Mark Papa - Chairman, CEO
Yes, again on the macro side I guess the first thing we will say is we are not using the EIA data. I don't want to get into a big discussion on it here on the call, but I would say we are not entirely convinced that the new EIA 914 data is entirely accurate. We go back to some of the IHS data and use it. And we come up with data that tells us that for 2006 production growth is more like about a half of 1%. So our projection for 2007 is that production may grow about 1%. But it is -- I would say that we are in violent disagreement with people who are projecting overall production growth to be up 3% or something like that. We just don't see that.
Ben Dell - Analyst
Okay, and when you look at your cash flow third quarter you spent $760 million on CapEx and you generated $600 million. Obviously going into fourth quarter you are not now as I understand it talking about $800 to $1 billion in CapEx, and I am assuming your operating cash flow will be less given the big rig pricing we've seen so far. How do you look at your debt equity going forward, and will you be ratcheting that up to sort of meet your capital plans?
Mark Papa - Chairman, CEO
Just a couple thoughts on the fourth quarter. It is out there. We have about $100 million of preferred stock that we have a tender offer to close out that preferred stock. So if that is consummated in the quarter, that will be closed out and we will have $100 million of debt as opposed to preferred stock and our preferred stock at the end of the year will be zero if that is done. And we will be in a cash deficient position in the fourth quarter. So in rough terms we may end the year at a net debt to total capital ratio of about 10%. But you have to factor in that part of that is taking $100 million of preferred and just eliminating it.

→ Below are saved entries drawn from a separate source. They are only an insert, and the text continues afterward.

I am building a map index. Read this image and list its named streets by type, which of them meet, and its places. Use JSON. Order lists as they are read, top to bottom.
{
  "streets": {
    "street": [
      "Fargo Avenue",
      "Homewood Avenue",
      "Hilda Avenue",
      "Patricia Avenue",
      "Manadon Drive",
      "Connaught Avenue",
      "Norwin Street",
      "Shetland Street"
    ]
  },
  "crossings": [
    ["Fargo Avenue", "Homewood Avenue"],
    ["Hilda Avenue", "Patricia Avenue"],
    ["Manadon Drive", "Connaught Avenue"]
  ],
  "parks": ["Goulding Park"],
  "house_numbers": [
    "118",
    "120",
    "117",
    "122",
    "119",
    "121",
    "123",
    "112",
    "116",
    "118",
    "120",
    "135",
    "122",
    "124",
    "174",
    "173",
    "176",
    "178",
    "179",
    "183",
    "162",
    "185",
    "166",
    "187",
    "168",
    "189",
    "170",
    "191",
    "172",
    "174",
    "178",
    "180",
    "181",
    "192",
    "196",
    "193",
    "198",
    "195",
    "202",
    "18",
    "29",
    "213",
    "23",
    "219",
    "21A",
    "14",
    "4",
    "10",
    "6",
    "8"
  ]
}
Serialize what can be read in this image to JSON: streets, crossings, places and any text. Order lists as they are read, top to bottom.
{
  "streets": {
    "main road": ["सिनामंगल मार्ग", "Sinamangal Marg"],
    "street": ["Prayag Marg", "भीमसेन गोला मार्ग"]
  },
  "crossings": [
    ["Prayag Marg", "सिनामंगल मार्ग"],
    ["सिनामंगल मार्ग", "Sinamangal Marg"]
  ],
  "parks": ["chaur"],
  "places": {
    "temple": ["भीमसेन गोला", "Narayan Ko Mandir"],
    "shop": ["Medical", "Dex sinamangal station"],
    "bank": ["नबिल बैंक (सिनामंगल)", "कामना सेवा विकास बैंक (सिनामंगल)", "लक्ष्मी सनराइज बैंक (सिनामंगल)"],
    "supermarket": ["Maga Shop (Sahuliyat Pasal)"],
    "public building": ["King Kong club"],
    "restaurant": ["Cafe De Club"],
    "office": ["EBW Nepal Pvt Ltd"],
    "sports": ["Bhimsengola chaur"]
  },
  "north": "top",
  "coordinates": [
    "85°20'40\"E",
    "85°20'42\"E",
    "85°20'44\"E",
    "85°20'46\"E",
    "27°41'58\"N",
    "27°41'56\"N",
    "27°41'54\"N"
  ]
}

And as we look out into next year if we are correct with our midrange 850 gas price, we are looking at a situation where we will likely be looking at something of probable neutrality for CapEx next year. We'll discuss CapEx in more detail on November 29 but right now based on our midrange case we are looking at exiting '07 in a neutral situation. But one of the reasons -- you've got two situations on the CapEx side. One is that we have extremely low debt and we always said that we're going to use our balance; we are not going to run at absolutely extremely low debt for ever and ever. So if we have great reinvestment opportunities we're going to take advantage of it. And right now I think it will become more clear on November 29 we have a plethora of pretty amazing reinvestment opportunities that look good at either 750 gas price or obviously the 950 gas price for the range we have. And based upon our underpinning assumption that production in North America is growing only slightly, we remain pretty bullish on the reinvestment opportunities. And I know that is different from a lot of the sell-side thesis out there but that is the way we see it right now.
Ben Dell - Analyst
And lastly, just on the rig side, your cost inflation looks accelerated a little bit quarter on quarter versus theirs, as you mentioned as being low historically. I was wondering can you give some indication what you're seeing on rig rates and do you expect them to fall into '07 or stay flat? What is baked into your assumptions as they currently stand?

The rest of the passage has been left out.